The penultimate race of the 2018 DTM season at Hockenheim turned into a real thriller as Gary Paffett (Mercedes-AMG Motorsport PETRONAS) regained the lead in the championship with a fourth-place finish. His team-mate, Paul Di Resta (Mercedes-AMG Motorsport REMUS), had led the standings by two points in the run-up to this race. Ahead of Sunday’s final round, Gary is on 239 points and thus has a six-point lead on the Scotsman (233 points). Audi driver René Rast (224 points) kept his title hopes alive with a win on Saturday.

Gary led the race for a long time but dropped back behind Rast in a spectacular battle, during which the lead changed hands several times. He then lost two more positions to Robin Frijns (Audi) and Timo Glock (BMW) following a safety car period shortly before the end.

Edoardo Mortara (SILBERPFEIL Energy Mercedes-AMG Motorsport) secured the final point for tenth place. Pascal Wehrlein (Mercedes-AMG Motorsport PETRONAS) finished in P11 just out of the points. Daniel Juncadella (Mercedes-AMG Motorsport REMUS) came home in 14th position.

Lucas Auer (SILBERPFEIL Energy Mercedes-AMG Motorsport) had secured his ninth DTM pole and his second at Hockenheim earlier this morning, but in the race, unfortunately, the Austrian driver was forced to retire his car after seven laps due to problems with the accelerator.

The manufacturers’ competition was decided during the penultimate race weekend in Spielberg. Mercedes-AMG (887 points) are the new champions. In the team stakes, it was already apparent before the final weekend that the title would definitely go to one of the three teams with the three-pointed star. We now know which squad are the new team champions. After 19 of 20 races this season, Mercedes-AMG Motorsport PETRONAS are on 347 points and can no longer be caught by Mercedes-AMG Motorsport REMUS (294 points) or by SILBERPFEIL Energy Mercedes-AMG Motorsport (261 points).

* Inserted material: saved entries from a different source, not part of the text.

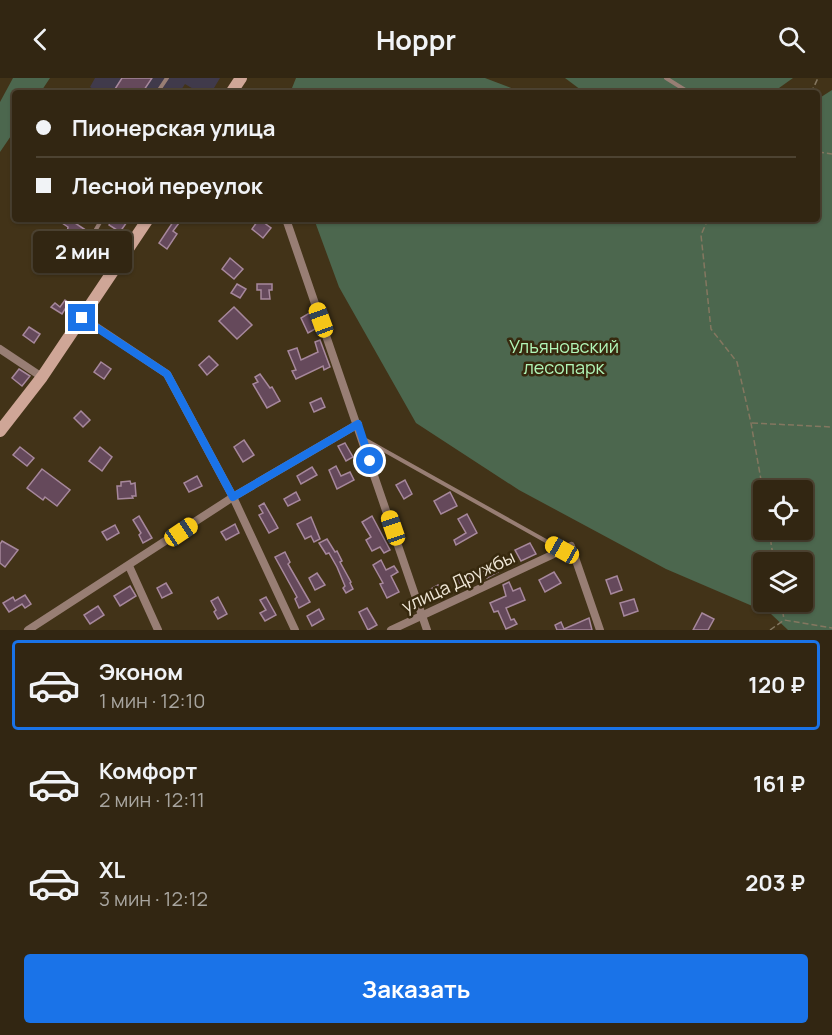 <!DOCTYPE html>
<html lang="ru">
<head>
<meta charset="utf-8">
<style>
	:root { --surface:#322612; --page:#3d3220; --text:#f1f3f6; --muted:#a8a59f; --line:#4d4332; --accent:#1a73e8 }
	body { margin:0; font-family:Manrope,sans-serif; background:var(--page); color:var(--text); height:100vh; display:flex; flex-direction:column; font-size:22px; white-space:nowrap }
	* { box-sizing:border-box; margin:0 }
	p { font-size:20px; color:var(--muted) }
	.icon { flex:none; width:33px; height:33px; fill:none; stroke:currentColor; stroke-width:2; stroke-linecap:round; stroke-linejoin:round }
	.map { position:relative; height:552px; overflow:hidden }
	.drawer { display:flex; flex-direction:column; background:var(--surface); flex:1 }
	.drawer>* { flex:none }
	.banner { position:absolute; left:12px; top:12px; width:808px; height:132px; border-radius:6px; box-shadow:0 2px 4px #0004,0 0 0 2px var(--line); display:grid; align-content:center; height:132px; padding:0 24px; background:var(--surface) }
	.buttons { position:absolute; left:753px; top:402px; display:grid; gap:12px }
	.buttons a { display:grid; place-items:center; width:60px; height:60px; border-radius:6px; background:var(--surface); box-shadow:0 2px 4px #0004,0 0 0 2px var(--line); font-size:30px }
	.end { position:absolute; width:27px; height:27px; margin:-14px; border:8px solid #1a73e8; background:#fff; box-shadow:0 0 0 3px #fff }
	.from { border-radius:50% }
	.bubble { position:absolute; height:42px; border-radius:6px; background:var(--surface); box-shadow:0 2px 4px #0004,0 0 0 2px var(--line); font-size:20px; font-weight:700; line-height:42px; text-align:center }
	.car { position:absolute; width:18px; height:36px; margin:-18px -9px; border-radius:8px; box-shadow:0 0 4px 2px #0007; background:linear-gradient(#f5c518 24%,#345 0 40%,#f5c518 0 76%,#345 0 86%,#f5c518 0) }
	.banner b { display:flex; align-items:center; gap:21px; height:57px; font-size:22px }
	.banner b+b { border-top:2px solid var(--line) }
	.banner i { width:15px; height:15px; background:var(--text) }
	ul { padding:10px 0 0; list-style:none }
	li { display:flex; align-items:center; gap:18px; height:90px; margin:0 12px 9px; padding:0 12px; border:3px solid transparent; border-radius:6px }
	li div { flex:1 }
	li b { display:block; font-size:22px }
	li em { font-style:normal; font-weight:700 }
	li.on { border-color:var(--accent) }
	li>.icon { width:54px; height:54px; stroke-width:1.5 }
	.primary-button { display:flex; gap:12px; margin-top:auto; padding:12px 24px }
	.primary-button a { flex:1; height:69px; border-radius:6px; background:var(--accent); color:#fff; font-size:24px; font-weight:700; line-height:69px; text-align:center }
	header { display:flex; justify-content:space-between; align-items:center; height:78px; padding:0 24px; background:var(--surface); font-size:27px; font-weight:700 }
	.map>svg:first-child { display:block }
	.education { fill:#403a4b }
	.green { fill:#4c674e; fill-rule:evenodd }
	.building { fill:#65495b; stroke:#a7889c; stroke-width:1.5 }
	.lines { fill:none; stroke-linecap:round; stroke-linejoin:round }
	.path { stroke:#847760; stroke-width:1.5; stroke-dasharray:6 3; stroke-linecap:butt }
	.lane { stroke:#987e74; stroke-width:4 }
	.street { stroke:#987e74; stroke-width:8 }
	.secondary { stroke:#cfa697; stroke-width:12 }
	.route { stroke:#1a73e8; stroke-width:8 }
	.labels { text-anchor:middle; dominant-baseline:central; stroke-width:5; stroke-linejoin:round; paint-order:stroke }
	.park-label { font-size:18px; fill:#b1f5b7; stroke:#37290e }
	.street-label { font-size:18px; fill:#f0e7d7; stroke:#37290e }
</style>
</head>
<body>
<header><svg class="icon" aria-label="back" viewBox="0 0 24 24"><path d="M15 5l-7 7 7 7"/></svg>Hoppr<svg class="icon" aria-label="search" viewBox="0 0 24 24"><circle cx="10" cy="10" r="6"/><path d="M15 15l6 6"/></svg></header>
<div class="map">
<svg width="832" height="552" viewBox="0 0 832 552">
	<rect width="100%" height="100%" fill="#423318"/>
	<path class="education" d="M95,0H220L211,15H200L185,6L179,15H99L90,9Z"/>
	<g class="green">
		<path d="M13,0H50L40,15H15V52L0,74V24Z"/>
		<path d="M296,0H485L524,15H290Z"/>
		<path d="M565,0H793L772,15H585Z"/>
		<path d="M832,12V552H788L771,536L666,491L519,412L416,345L339,209L314,141H818V21ZM764,412H802V452H764ZM764,484H802V524H764Z"/>
	</g>
	<g class="building">
		<path d="M122,0H152L142,15H122L115,11Z"/>
		<path d="M56,141H69L116,172L112,177L108,174L105,177L92,169L83,166L67,155L68,149Z"/>
		<path d="M106,141H129L120,154L109,147L110,145Z"/>
		<path d="M175,141H182L173,153L177,156L167,171L159,165Z"/>
		<path d="M259,141L271,150L263,160L252,151Z"/>
		<path d="M230,180L243,191L234,201L222,191Z"/>
		<path d="M237,206L246,211L240,220L231,215Z"/>
		<path d="M257,206H272V212H269L270,221H261V212H257Z"/>
		<path d="M65,222L78,231L74,236L65,231L62,236L51,229L55,225L60,229Z"/>
		<path d="M234,229L252,247L237,261L219,243Z"/>
		<path d="M311,234L317,250L308,255L301,240Z"/>
		<path d="M29,249L40,256L34,265L23,257Z"/>
		<path d="M320,262L330,289L324,292L323,288L296,301L292,293L296,292L288,273L297,270L301,282L318,274L315,264Z"/>
		<path d="M209,278L218,287L207,297L199,287Z"/>
		<path d="M101,284L111,291L104,301L94,294Z"/>
		<path d="M19,291L30,298L22,308L12,300Z"/>
		<path d="M260,296L270,310L272,309L280,323L267,330L253,306L258,304L255,299Z"/>
		<path d="M321,320L325,329L314,334L310,325Z"/>
		<path d="M81,333L90,342L83,349L74,340Z"/>
		<path d="M244,362L254,377L243,384L234,369Z"/>
		<path d="M345,365L353,379L346,383L338,368Z"/>
		<path d="M20,369L34,380L27,388L13,377Z"/>
		<path d="M100,369L112,379L102,393L89,383Z"/>
		<path d="M336,388L341,398L350,394L354,402L337,411L329,392Z"/>
		<path d="M312,389L317,397L301,406L297,398Z"/>
		<path d="M42,391L70,412L57,428L45,419L43,422L27,410Z"/>
		<path d="M197,398L202,408L189,414L184,405Z"/>
		<path d="M405,402L412,416L404,421L396,407Z"/>
		<path d="M130,403L131,406L135,405L136,418H132L133,420L118,421L117,408H121V404Z"/>
		<path d="M296,414L300,422L288,428L284,421Z"/>
		<path d="M450,414L457,428L441,436L434,423Z"/>
		<path d="M264,425L278,450L269,455L259,437L263,435L259,428Z"/>
		<path d="M467,436L477,455L456,467L454,462L466,455L458,441Z"/>
		<path d="M139,438L152,460L143,465L139,457L141,455L133,442Z"/>
		<path d="M372,438L390,472L384,475L380,469L372,473L366,462L371,459L362,444Z"/>
		<path d="M311,439L320,461L314,464L311,458L305,461L297,446Z"/>
		<path d="M235,446L239,455L226,462L221,454Z"/>
		<path d="M115,447L119,455L107,462L102,454Z"/>
		<path d="M327,461L335,474L337,473L342,483L340,484L351,504L350,505L353,511L346,515L343,510L345,508L337,489L329,475L326,476L319,465Z"/>
		<path d="M2,463L18,472L5,489L0,485V466Z"/>
		<path d="M530,465L536,476L521,483L515,472Z"/>
		<path d="M285,474L290,484L288,486L310,524L299,530L295,521L297,519L275,479Z"/>
		<path d="M381,482L386,492L394,488L398,494L391,498L399,514L387,520L380,506L383,505L373,487Z"/>
		<path d="M493,483L498,494L487,500L482,489Z"/>
		<path d="M554,494L561,505L545,514L539,502Z"/>
		<path d="M317,495L325,507L315,512L309,500Z"/>
		<path d="M468,495L473,504L461,510L456,501Z"/>
		<path d="M617,498L622,512L611,516L606,502Z"/>
		<path d="M509,504L513,513L520,510L525,522L506,530L511,542L514,541L517,546L506,551L498,533L494,534L490,525L506,518L503,507Z"/>
		<path d="M166,505L172,515L162,520L157,510Z"/>
		<path d="M438,507L444,517L429,524L426,518L429,517L427,513Z"/>
		<path d="M130,508L136,518L120,528L114,518Z"/>
		<path d="M25,517L31,526L25,530L22,526L9,534L3,525L13,519L15,523Z"/>
		<path d="M218,519L227,536L218,541L214,534L216,532L211,523Z"/>
		<path d="M266,519L276,537L265,543L260,535L266,532L260,522Z"/>
		<path d="M634,521L638,533L624,538L620,525Z"/>
		<path d="M98,528L104,537L90,546L84,537Z"/>
		<path d="M367,530L377,547L368,552L359,534Z"/>
		<path d="M319,531L324,541L312,548L307,538Z"/>
		<path d="M702,535L714,541L708,552H693Z"/>
		<path d="M589,540L592,552H557L555,547L561,544L564,551Z"/>
	</g>
	<g class="lines">
		<g class="path">
			<path d="M811,15L818,0"/>
			<path d="M818,74L832,76"/>
			<path d="M708,141L701,157L711,251L737,284L751,345L764,419"/>
			<path d="M752,345L832,349"/>
			<path d="M769,452L774,484"/>
			<path d="M781,524L784,541"/>
			<path d="M770,552L784,542L832,550"/>
		</g>
		<g class="lane">
			<path d="M666,0L690,15"/>
			<path d="M157,15L167,0"/>
			<path d="M95,153L102,141"/>
			<path d="M364,361L562,472"/>
		</g>
		<g class="street">
			<path d="M286,141L427,552"/>
			<path d="M83,240L167,296L233,419L295,552"/>
			<path d="M0,271L42,299"/>
			<path d="M129,488L158,552"/>
			<path d="M28,552L233,419L358,346"/>
			<path d="M391,552L571,468L600,552"/>
		</g>
		<g class="secondary">
			<path d="M231,15L241,0"/>
			<path d="M0,353L42,299L148,141"/>
		</g>
	</g>
	<g class="lines">
		<path class="route" d="M82,240L167,296L233,419L358,346L370,383"/>
	</g>
	<g class="labels">
		<g class="park-label">
			<text x="564" y="268">Ульяновский<tspan x="564" dy="21">лесопарк</tspan></text>
		</g>
		<g class="street-label">
			<text transform="translate(458 503) rotate(-25)">улица Дружбы</text>
		</g>
	</g>
</svg>
<div class="buttons">
<a><svg class="icon" aria-label="locate" viewBox="0 0 24 24"><circle cx="12" cy="12" r="6"/><path d="M12 2v4M12 18v4M2 12h4M18 12h4"/></svg></a>
<a><svg class="icon" aria-label="layers" viewBox="0 0 24 24"><path d="M12 4l9 5-9 5-9-5zM3 14l9 5 9-5"/></svg></a>
</div>
<i class="end from" style="left:370px;top:383px"></i>
<i class="end" style="left:82px;top:240px"></i>
<div class="bubble" style="left:33px;top:153px;width:99px">2 мин</div>
<i class="car" style="left:321px;top:242px;rotate:340deg"></i>
<i class="car" style="left:393px;top:450px;rotate:341deg"></i>
<i class="car" style="left:181px;top:454px;rotate:56deg"></i>
<i class="car" style="left:562px;top:472px;rotate:299deg"></i>
<div class="banner">
<b><i class="from"></i>Пионерская улица</b>
<b><i></i>Лесной переулок</b>
</div>
</div>
<section class="drawer">
<ul>
<li class="on"><svg class="icon" aria-label="car" viewBox="0 0 24 24"><path d="M5 17H2v-5l4-1 3-4h7l3 4 3 1v5h-3M9 17h6M6 11h13"/><circle cx="7" cy="17" r="2"/><circle cx="17" cy="17" r="2"/></svg><div><b>Эконом</b><p>1 мин · 12:10</p></div><em>120 ₽</em></li>
<li><svg class="icon" aria-label="car" viewBox="0 0 24 24"><path d="M5 17H2v-5l4-1 3-4h7l3 4 3 1v5h-3M9 17h6M6 11h13"/><circle cx="7" cy="17" r="2"/><circle cx="17" cy="17" r="2"/></svg><div><b>Комфорт</b><p>2 мин · 12:11</p></div><em>161 ₽</em></li>
<li><svg class="icon" aria-label="car" viewBox="0 0 24 24"><path d="M5 17H2v-5l4-1 3-4h7l3 4 3 1v5h-3M9 17h6M6 11h13"/><circle cx="7" cy="17" r="2"/><circle cx="17" cy="17" r="2"/></svg><div><b>XL</b><p>3 мин · 12:12</p></div><em>203 ₽</em></li>
</ul>
<div class="primary-button"><a>Заказать</a></div>
</section>
</body>
</html>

Gary Paffett (37, England): “The result was disappointing. We had great pace in the race and a margin on René in the first stint. He gained a lot on us in the pit stop and overtook me shortly after that with DRS. Then we had a bit of a battle, and I actually stopped using DRS. I was quite comfortable just sitting behind him, because I thought we had the pace to challenge him later in the race. I was in P2 without any threat from behind. Then the safety car came out for debris on the track, and after that it was very hard to wake my old tyres up. Then, on the restart, someone went off and the whole track was covered in dust. I nearly went off something like ten times because it was impossible to get any temperature back in the tyres.”